西川桃樹という男
秋津 心
第1話
西川桃樹という、不思議な男がいた。彼の心には、ふたがついていない。
今週の三連休、仕事は残っていない。
私が育った地元に帰ることにした。まだ日の出ていない朝早くの時間に家を出る。寒い。体に刺さる冷たさだ。吐く息がいつの間にか白くなっていることが分かる。そんな寒さに億劫になってしまったせいで、すっかり遅れてしまった。走って駅に向かい、すでに止まってある急行の電車に飛び乗った。私が乗ってすぐに、電車の扉が閉まったので、走ってきた体の火照りを外の空気で癒すことが出来ない。寒いのに顔が熱い。ひどい風を引いた気分だ。
西川桃樹とは小学校の頃に出会った。小学三年生の春、父親の転勤で私たち家族はそこに引っ越してきた。小さい学校だったため、仲の良いグループはそこそこ出来上がってしまっているもので、積極的な性格ではない私はなかなか友達が出来ないでいた。
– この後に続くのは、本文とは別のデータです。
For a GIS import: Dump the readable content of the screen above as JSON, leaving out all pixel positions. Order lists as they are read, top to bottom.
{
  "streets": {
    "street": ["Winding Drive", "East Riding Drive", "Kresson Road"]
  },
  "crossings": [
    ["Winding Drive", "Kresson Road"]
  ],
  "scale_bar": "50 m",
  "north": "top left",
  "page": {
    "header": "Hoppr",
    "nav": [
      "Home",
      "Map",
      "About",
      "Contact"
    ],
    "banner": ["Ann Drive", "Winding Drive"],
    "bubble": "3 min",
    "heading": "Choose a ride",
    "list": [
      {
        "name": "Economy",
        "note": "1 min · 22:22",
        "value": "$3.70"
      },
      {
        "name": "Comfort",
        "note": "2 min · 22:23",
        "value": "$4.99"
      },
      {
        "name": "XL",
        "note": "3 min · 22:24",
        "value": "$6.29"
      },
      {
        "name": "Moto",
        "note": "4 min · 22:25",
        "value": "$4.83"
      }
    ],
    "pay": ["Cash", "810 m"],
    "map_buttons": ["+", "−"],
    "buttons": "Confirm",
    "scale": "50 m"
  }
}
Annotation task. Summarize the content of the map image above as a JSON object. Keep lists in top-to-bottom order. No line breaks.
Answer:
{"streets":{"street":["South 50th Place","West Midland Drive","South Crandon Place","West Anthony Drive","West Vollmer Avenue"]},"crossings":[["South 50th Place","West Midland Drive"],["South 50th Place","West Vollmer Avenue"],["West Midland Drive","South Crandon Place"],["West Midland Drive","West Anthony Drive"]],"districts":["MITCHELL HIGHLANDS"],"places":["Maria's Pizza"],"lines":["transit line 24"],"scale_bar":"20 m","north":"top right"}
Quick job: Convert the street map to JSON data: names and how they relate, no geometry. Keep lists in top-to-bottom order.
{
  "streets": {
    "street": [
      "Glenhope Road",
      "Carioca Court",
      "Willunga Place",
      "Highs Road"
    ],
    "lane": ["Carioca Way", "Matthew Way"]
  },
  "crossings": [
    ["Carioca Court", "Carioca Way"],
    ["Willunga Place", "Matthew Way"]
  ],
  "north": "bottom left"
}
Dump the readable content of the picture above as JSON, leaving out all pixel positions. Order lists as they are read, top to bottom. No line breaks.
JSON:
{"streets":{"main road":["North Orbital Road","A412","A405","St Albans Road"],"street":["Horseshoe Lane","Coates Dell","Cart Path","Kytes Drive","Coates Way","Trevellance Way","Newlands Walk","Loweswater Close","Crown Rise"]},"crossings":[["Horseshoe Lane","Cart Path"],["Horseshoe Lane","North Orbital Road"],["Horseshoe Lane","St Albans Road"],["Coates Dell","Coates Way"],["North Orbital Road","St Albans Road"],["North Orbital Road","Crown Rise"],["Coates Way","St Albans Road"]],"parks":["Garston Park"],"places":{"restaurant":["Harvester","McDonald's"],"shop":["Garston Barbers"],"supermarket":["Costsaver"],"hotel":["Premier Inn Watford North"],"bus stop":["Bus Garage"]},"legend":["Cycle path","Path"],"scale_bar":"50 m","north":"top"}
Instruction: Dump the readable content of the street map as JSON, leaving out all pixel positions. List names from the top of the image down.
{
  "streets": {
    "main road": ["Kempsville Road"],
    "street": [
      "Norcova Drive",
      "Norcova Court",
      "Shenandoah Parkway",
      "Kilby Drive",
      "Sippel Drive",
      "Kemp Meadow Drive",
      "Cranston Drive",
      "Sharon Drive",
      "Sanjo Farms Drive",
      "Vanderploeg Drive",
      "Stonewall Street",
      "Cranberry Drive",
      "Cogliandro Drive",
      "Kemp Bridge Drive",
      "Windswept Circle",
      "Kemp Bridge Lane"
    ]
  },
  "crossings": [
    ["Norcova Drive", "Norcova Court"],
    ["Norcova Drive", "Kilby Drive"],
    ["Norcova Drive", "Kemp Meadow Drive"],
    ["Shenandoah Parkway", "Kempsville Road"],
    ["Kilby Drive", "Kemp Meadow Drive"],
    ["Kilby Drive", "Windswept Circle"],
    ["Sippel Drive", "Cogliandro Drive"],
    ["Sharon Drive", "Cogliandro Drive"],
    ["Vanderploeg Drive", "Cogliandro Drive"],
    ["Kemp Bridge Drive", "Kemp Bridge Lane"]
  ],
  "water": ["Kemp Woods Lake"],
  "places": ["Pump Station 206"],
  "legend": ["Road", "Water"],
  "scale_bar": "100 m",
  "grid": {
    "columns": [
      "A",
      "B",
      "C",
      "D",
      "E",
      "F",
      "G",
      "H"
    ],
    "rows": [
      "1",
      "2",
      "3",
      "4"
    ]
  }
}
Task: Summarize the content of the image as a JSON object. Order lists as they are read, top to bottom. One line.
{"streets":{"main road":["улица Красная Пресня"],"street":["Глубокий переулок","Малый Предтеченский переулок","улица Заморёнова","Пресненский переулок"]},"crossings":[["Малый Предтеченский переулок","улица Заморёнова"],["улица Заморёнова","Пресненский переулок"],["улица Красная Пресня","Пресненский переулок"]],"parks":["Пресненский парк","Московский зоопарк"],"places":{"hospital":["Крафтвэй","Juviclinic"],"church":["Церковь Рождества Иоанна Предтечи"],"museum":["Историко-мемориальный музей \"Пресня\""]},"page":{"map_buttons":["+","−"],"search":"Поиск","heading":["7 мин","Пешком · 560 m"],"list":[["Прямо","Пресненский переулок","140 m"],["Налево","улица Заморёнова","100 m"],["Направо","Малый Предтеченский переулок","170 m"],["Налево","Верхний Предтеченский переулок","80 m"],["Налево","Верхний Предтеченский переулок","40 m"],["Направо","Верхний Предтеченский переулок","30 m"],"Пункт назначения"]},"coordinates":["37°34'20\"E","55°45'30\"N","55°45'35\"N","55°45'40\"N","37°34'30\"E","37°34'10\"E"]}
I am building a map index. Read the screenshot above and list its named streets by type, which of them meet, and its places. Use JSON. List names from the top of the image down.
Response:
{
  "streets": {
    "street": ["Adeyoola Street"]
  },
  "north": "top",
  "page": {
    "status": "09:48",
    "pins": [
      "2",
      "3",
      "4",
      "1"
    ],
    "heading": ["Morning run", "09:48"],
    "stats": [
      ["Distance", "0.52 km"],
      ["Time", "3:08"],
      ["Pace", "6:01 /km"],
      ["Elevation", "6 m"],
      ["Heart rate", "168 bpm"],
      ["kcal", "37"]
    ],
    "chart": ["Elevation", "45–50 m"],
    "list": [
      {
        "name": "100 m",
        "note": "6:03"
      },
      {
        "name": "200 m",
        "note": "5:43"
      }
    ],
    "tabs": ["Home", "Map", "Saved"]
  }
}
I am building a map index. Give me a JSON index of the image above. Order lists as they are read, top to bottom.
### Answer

休み時間、他の同級生が外に出て遊ぶことをしていた中、やることのない私は、教室にもいられなくなり、学校の正門近くにある池にいる鯉を静かに眺めていた。いつまでもこれが続くかと思うと寂しかった。
そんなとき、声をかけてくれたのが西川桃樹だった。
まだ話したこともなかったのに、突然、
「友達になろうよ」と言ってくるものだから私はひどく驚いた。だから「なんで?」とも聞いてしまった。
すると西川桃樹は、
「発表するときの手の上げ方が綺麗だから」
というのだ。全くよく分からない。今思うと西川桃樹も一人だったのだろう。
そんなキッカケがあり、私は西川桃樹とよく遊ぶようになった。学校が終わると、小さな川に行き、ザリガニを釣りに行った。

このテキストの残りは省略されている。